Medical Prices – Force Their Posting
We need laws to force the posting of medical service prices. Show me a medical provider’s office or lab today where you can see what the prices of the various services and tests are?
What other business hides its prices from its customers? Where else do you buy first and learn the price later?
The invisibility of price makes competition impossible, and so makes price shopping by consumers impossible.
The setup is perfect... for the provider, for the rapacious profit-oriented hospital, drug company, insurers and the labs. Its all a big secret rip-off cabal. And we’re not even talking about price controls and setting prices, we’re simply requesting here that they be posted in waiting rooms in a readable size type font.
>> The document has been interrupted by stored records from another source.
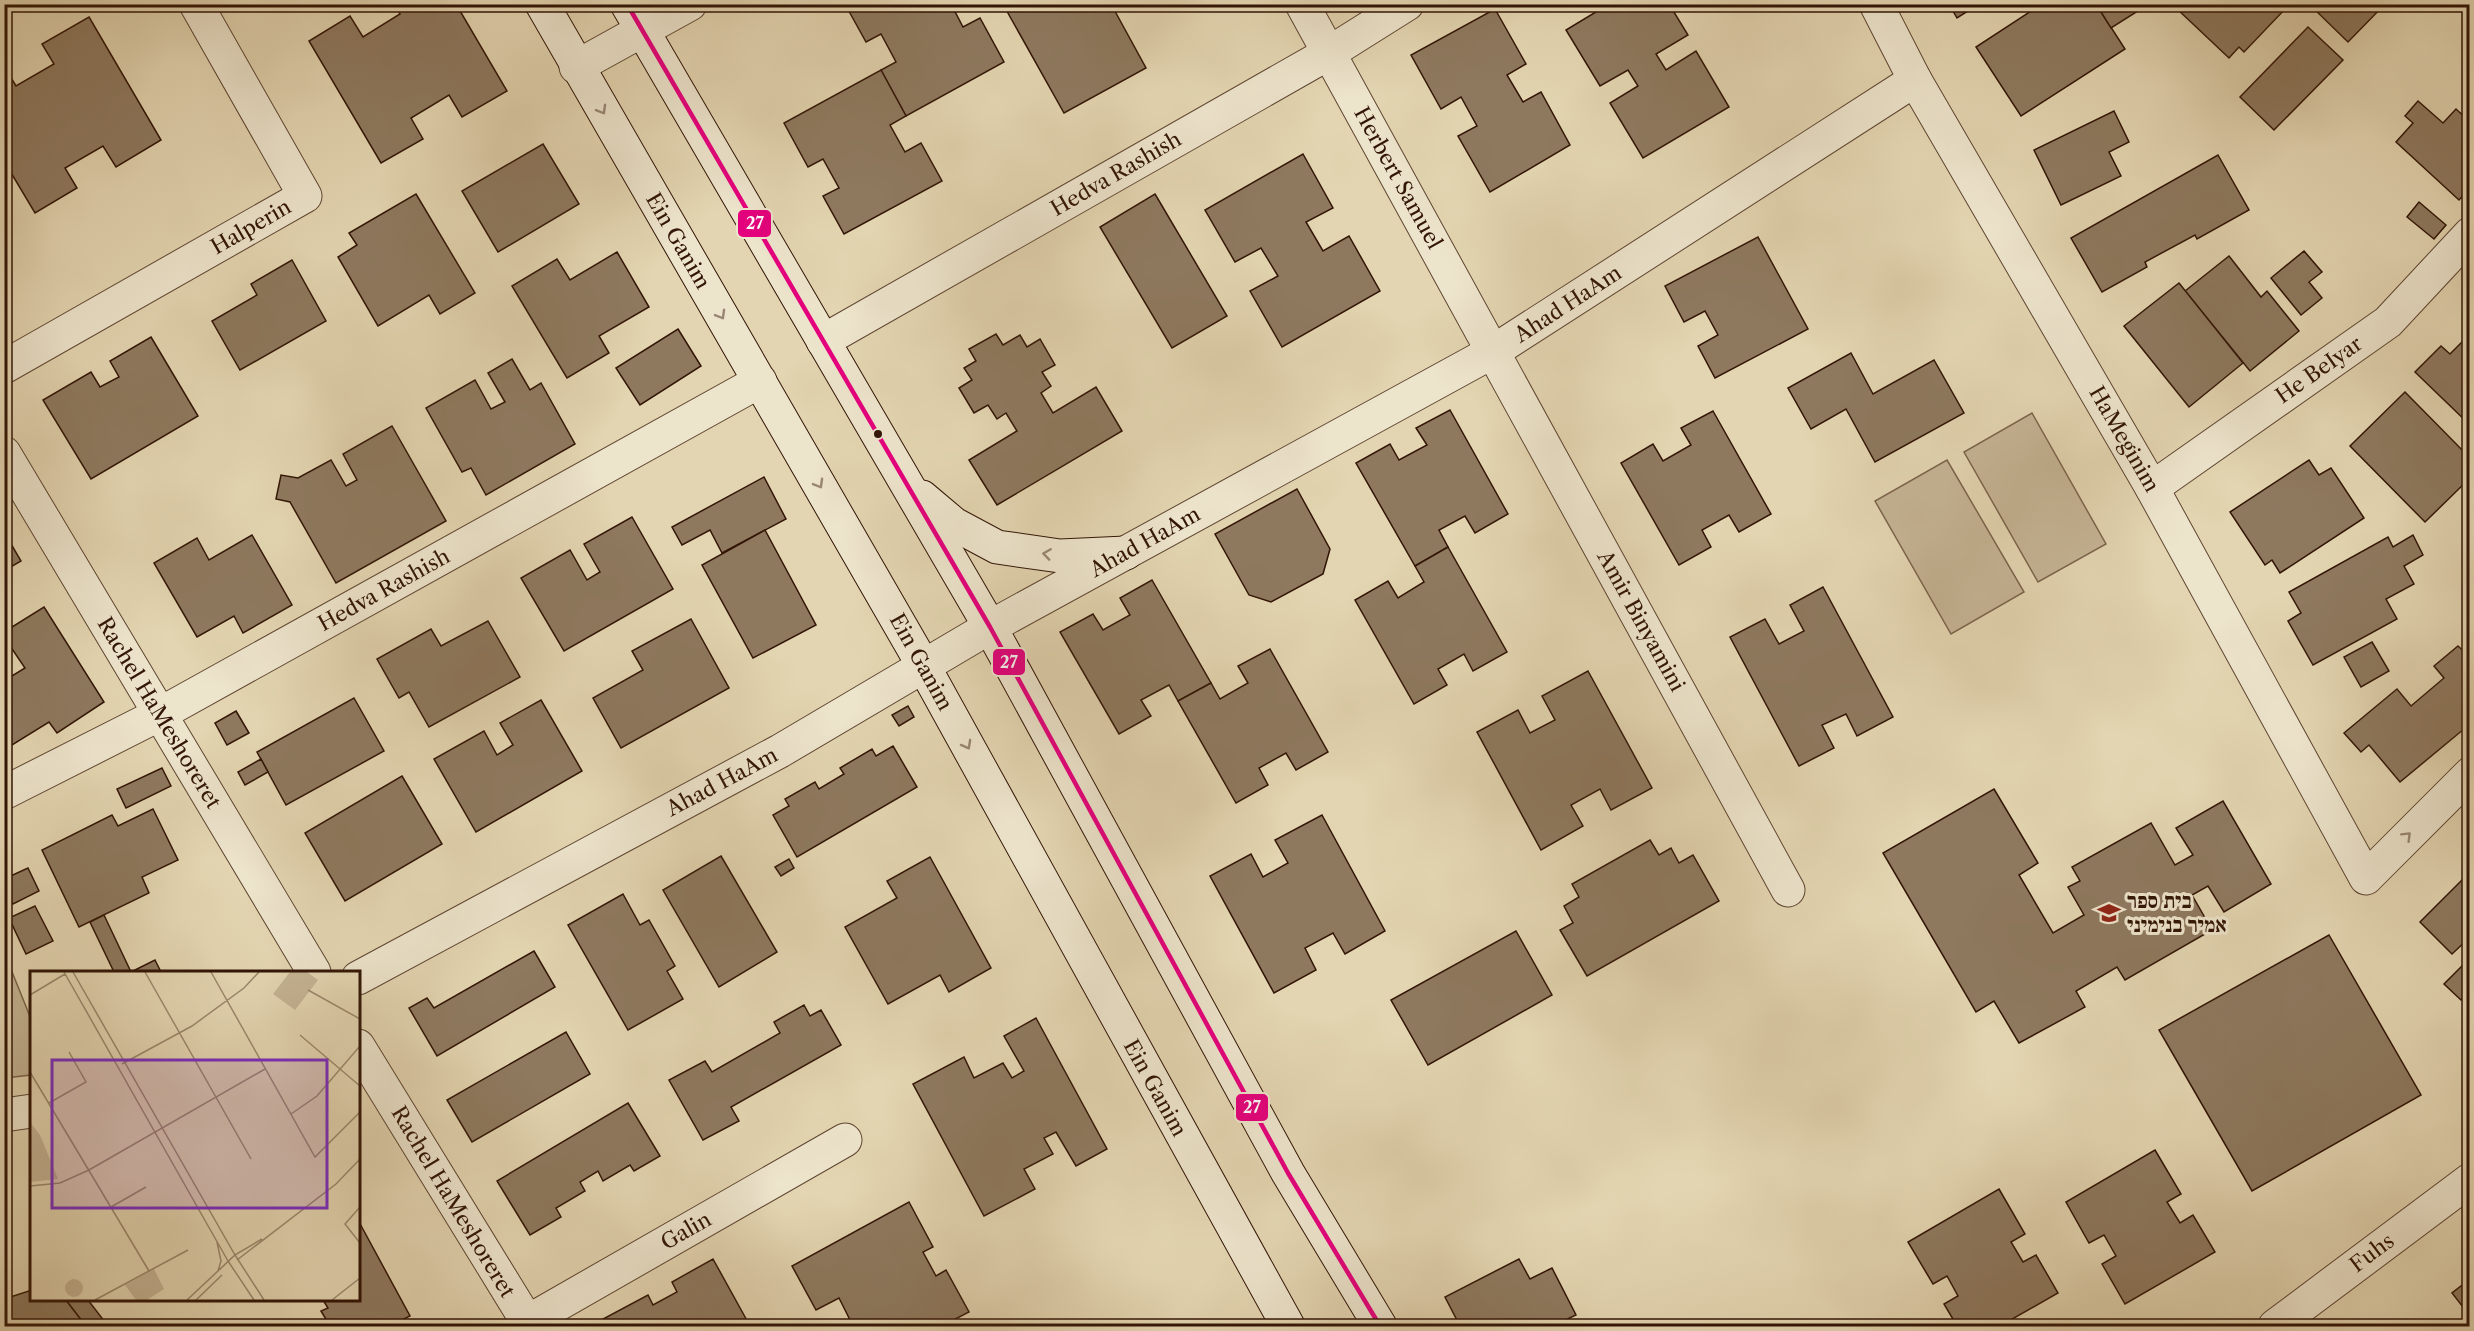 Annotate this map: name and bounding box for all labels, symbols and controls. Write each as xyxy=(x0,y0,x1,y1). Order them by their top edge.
street label: Herbert Samuel xyxy=(1349,102,1448,253)
one-way arrow xyxy=(594,104,606,114)
street label: Hedva Rashish xyxy=(1046,126,1185,221)
street label: Ein Ganim xyxy=(641,188,716,294)
street label: Halperin xyxy=(206,194,295,259)
line badge: 27 xyxy=(737,209,772,238)
text: 27 xyxy=(746,213,765,233)
street label: Ahad HaAm xyxy=(1509,260,1626,348)
one-way arrow xyxy=(714,309,725,319)
street label: He BeIyar xyxy=(2271,331,2367,408)
street label: HaMeginim xyxy=(2084,381,2165,496)
unlabelled marker xyxy=(872,428,884,440)
one-way arrow xyxy=(812,478,823,488)
street label: Ahad HaAm xyxy=(1084,501,1205,583)
street label: Hedva Rashish xyxy=(314,543,454,636)
street label: Amir Binyamini xyxy=(1592,545,1690,695)
one-way arrow xyxy=(1042,548,1052,561)
street label: Ein Ganim xyxy=(885,609,958,715)
street label: Rachel HaMeshoreret xyxy=(92,613,227,813)
line badge: 27 xyxy=(992,648,1026,676)
text: 27 xyxy=(1000,652,1019,672)
one-way arrow xyxy=(960,738,971,749)
street label: Ahad HaAm xyxy=(661,742,782,822)
one-way arrow xyxy=(2400,833,2411,843)
place label: בית ספר אמיר בנימיני xyxy=(2127,888,2227,937)
school or university icon: בית ספר אמיר בנימיני xyxy=(2096,900,2122,926)
inset map xyxy=(30,971,360,1301)
street label: Ein Ganim xyxy=(1119,1035,1192,1141)
line badge: 27 xyxy=(1235,1093,1269,1122)
text: 27 xyxy=(1243,1097,1262,1117)
street label: Rachel HaMeshoreret xyxy=(386,1102,521,1302)
street label: Galin xyxy=(656,1206,715,1255)
street label: Fuhs xyxy=(2345,1228,2399,1277)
Competition may then do the rest, assuming real-life anti-trust and anti-competition enforcements – a big if in Republican land.
In any case, its all a big mystery today when we walk in and we either have an insurance card or we do not. With a card, we hand over the information and are then escorted into a labyrinth wherein everyone but the customer/consumer knows the price(s) of services and how they are calculated. "Why worry? You have insurance don’t you? Sorry, I can’t tell you what the services or tests cost."
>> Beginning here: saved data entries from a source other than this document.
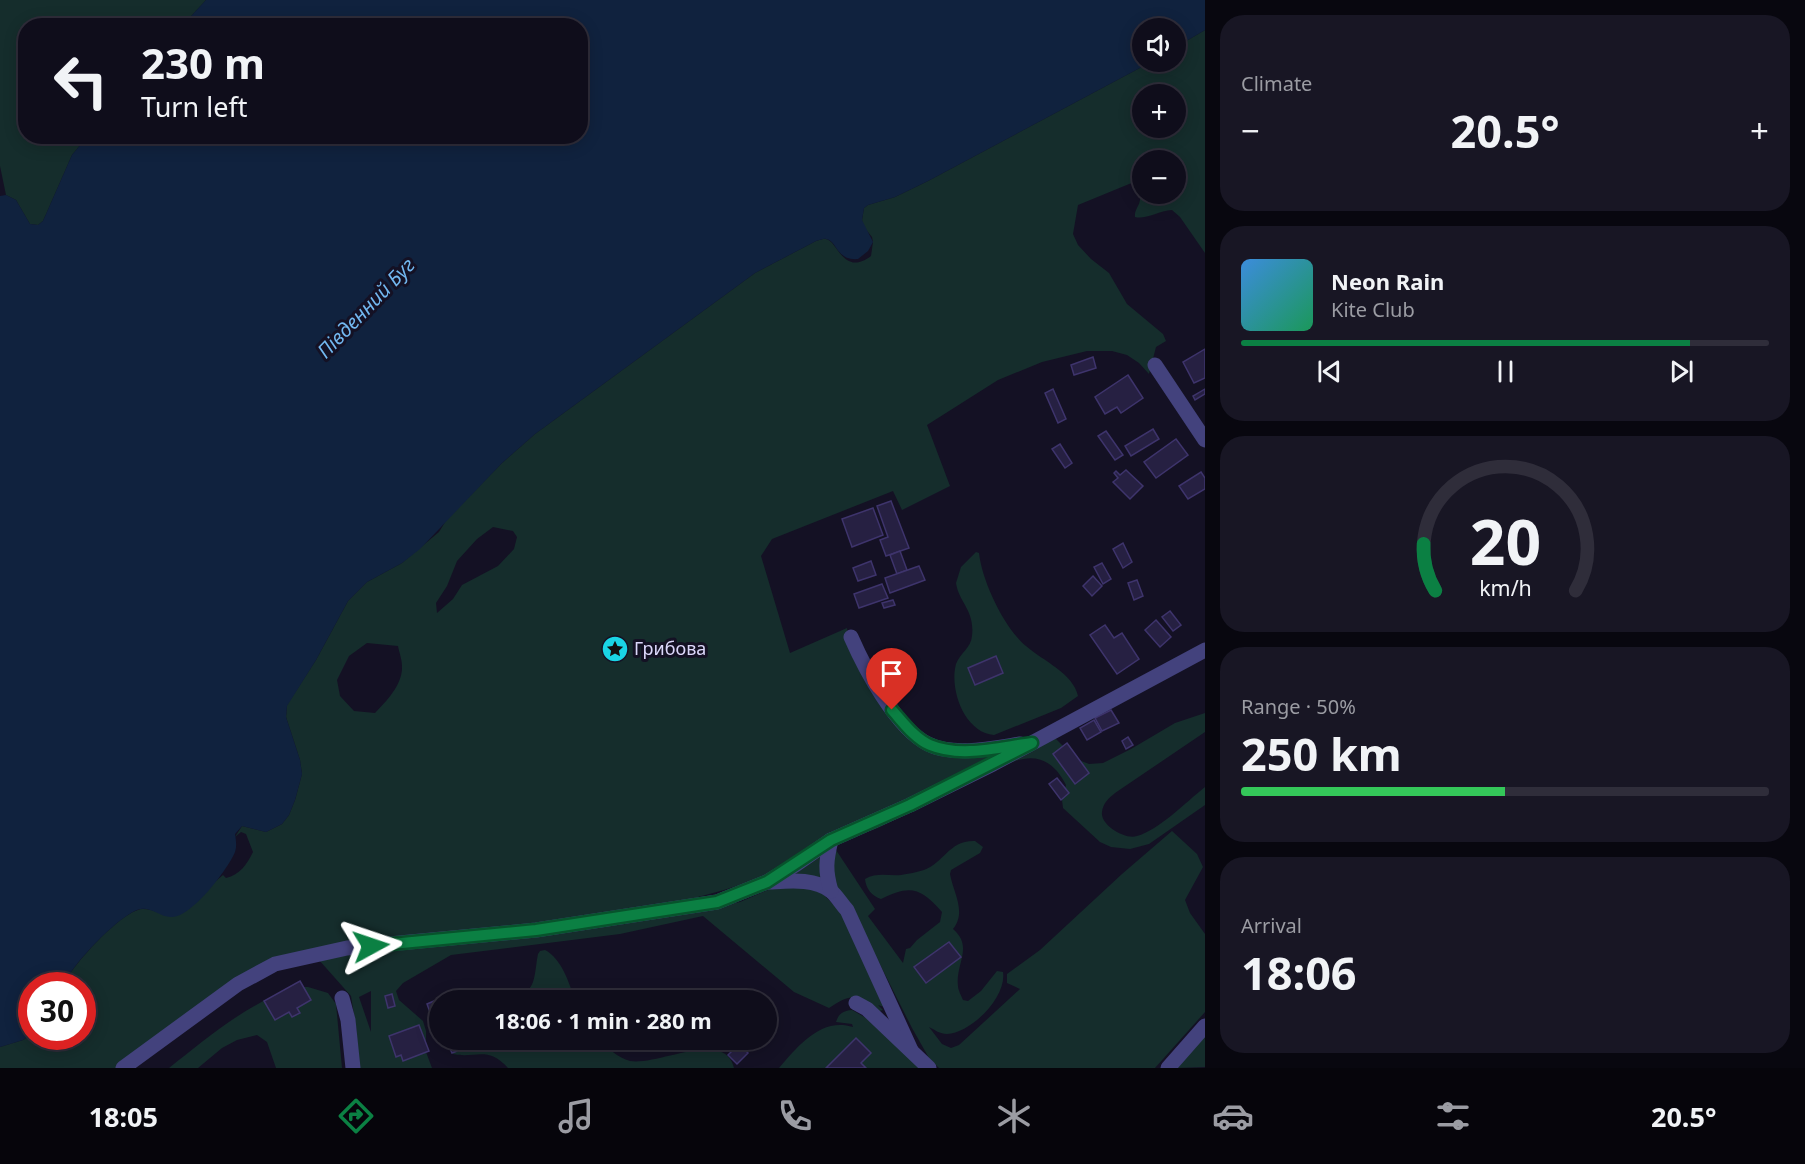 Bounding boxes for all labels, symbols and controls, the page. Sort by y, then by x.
map controls [1132,18,1186,204]
button: sound [1132,18,1186,72]
text: 230 m [141,34,265,91]
icon: left [42,42,120,120]
text: Climate [1241,70,1312,97]
button: + [1132,84,1186,138]
text: Turn left [141,88,247,125]
text: 20.5° [1451,100,1559,161]
text: − [1241,108,1260,153]
text: + [1750,108,1769,153]
button: − [1132,150,1186,204]
water label: Південний Буг [311,252,421,364]
text: Neon Rain [1331,266,1444,296]
text: Kite Club [1331,296,1415,323]
icon: previous [1313,355,1346,388]
icon: pause [1489,355,1522,388]
icon: next [1665,355,1698,388]
text: 20 [1469,498,1541,583]
text: km/h [1479,573,1531,602]
place icon: Грибова [600,634,630,664]
place label: Грибова [634,636,706,660]
pin [866,648,917,710]
icon: arrive [875,657,908,690]
text: Range · 50% [1241,693,1356,720]
text: 250 km [1241,723,1402,784]
text: Arrival [1241,912,1302,939]
position arrow [339,914,403,978]
text: 18:06 [1241,942,1357,1003]
speed limit sign: 30 [18,972,96,1050]
text: 18:06 · 1 min · 280 m [494,1005,712,1035]
icon: directions [335,1095,377,1137]
icon: music [555,1095,597,1137]
icon: phone [774,1095,816,1137]
icon: climate [993,1095,1035,1137]
icon: car [1212,1095,1254,1137]
icon: filters [1432,1095,1474,1137]
text: 18:05 [89,1098,158,1135]
text: 20.5° [1651,1098,1716,1135]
In addition to the lack of public and visible price tags, there are often secret and special arrangements with each doctor or group, and pricing information which is beyond our knowledge or retrieval. Recent audits also reveal widespread fraud-in-the-inducement in the selling of health insurance plans. Representative Bart Stupak, chairman of the investigations subcommittee of the House Energy and Commerce Committee, said he had "verified countless stories of deceptive sales practices by insurance agents who prey upon the elderly and disabled to sell them expensive and inappropriate private Medicare plans."
Patient rights? Forget it. Real patient rights begin with posted prices for medical services... and some semblance of competition in a field gone for-profit, and where the only price talks are between insurance companies and medical groups.
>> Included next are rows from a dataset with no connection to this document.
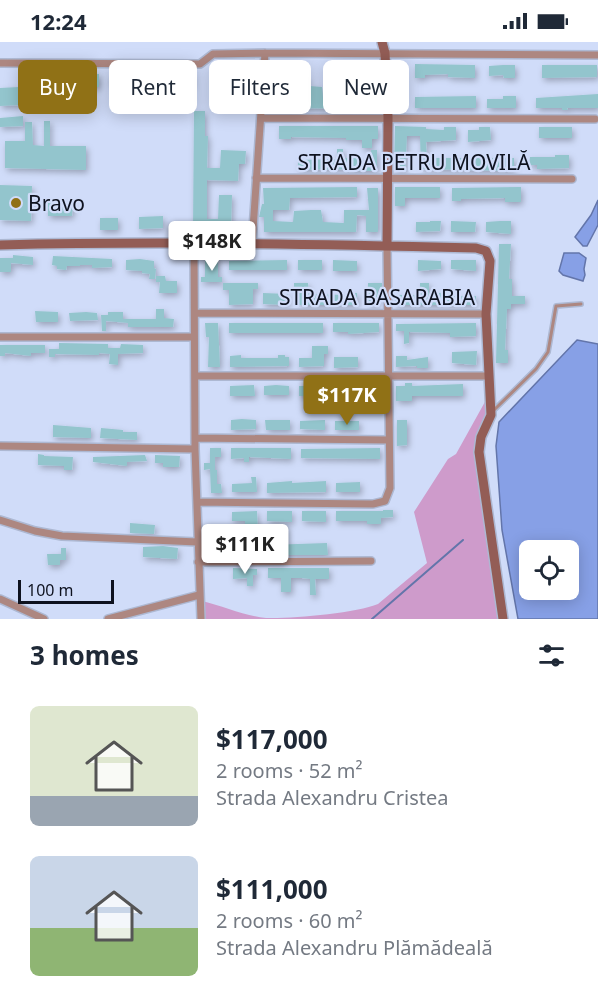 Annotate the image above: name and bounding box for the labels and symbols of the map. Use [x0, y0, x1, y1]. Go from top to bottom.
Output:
street label: STRADA PETRU MOVILĂ [298, 148, 531, 176]
place label: Bravo [28, 189, 85, 217]
marker: Bravo [9, 196, 23, 210]
pin: $148K [170, 221, 254, 272]
street label: STRADA BASARABIA [279, 283, 476, 311]
pin: $117K [305, 375, 389, 426]
pin: $111K [203, 524, 287, 575]
scale bar [18, 577, 114, 604]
Why do you think private, profit-seeking, businesses were so eager to get into this field? Where else could you "compete" without competing? Where else could you just tell the government (read taxpayers) what to pay? This is Blackwater, no-bid, cost-plus, contract, medicine – i.e., a very sick and corrupt system in which the penalties and enforcement for fraud and collusion should be greatly increased.
Aside from the old general practioner family doctor, medical services and hospitals used to be largely non-profit affairs. Before the vulture-capital based privatization of so many medical facilities, non-profits ran perfectly fine operations serving their communities. They were largely built with the donations of wealthy people in the community, people giving back so that others could share and benefit from their good fortune and receive needed care at a reasonable cost, or even free.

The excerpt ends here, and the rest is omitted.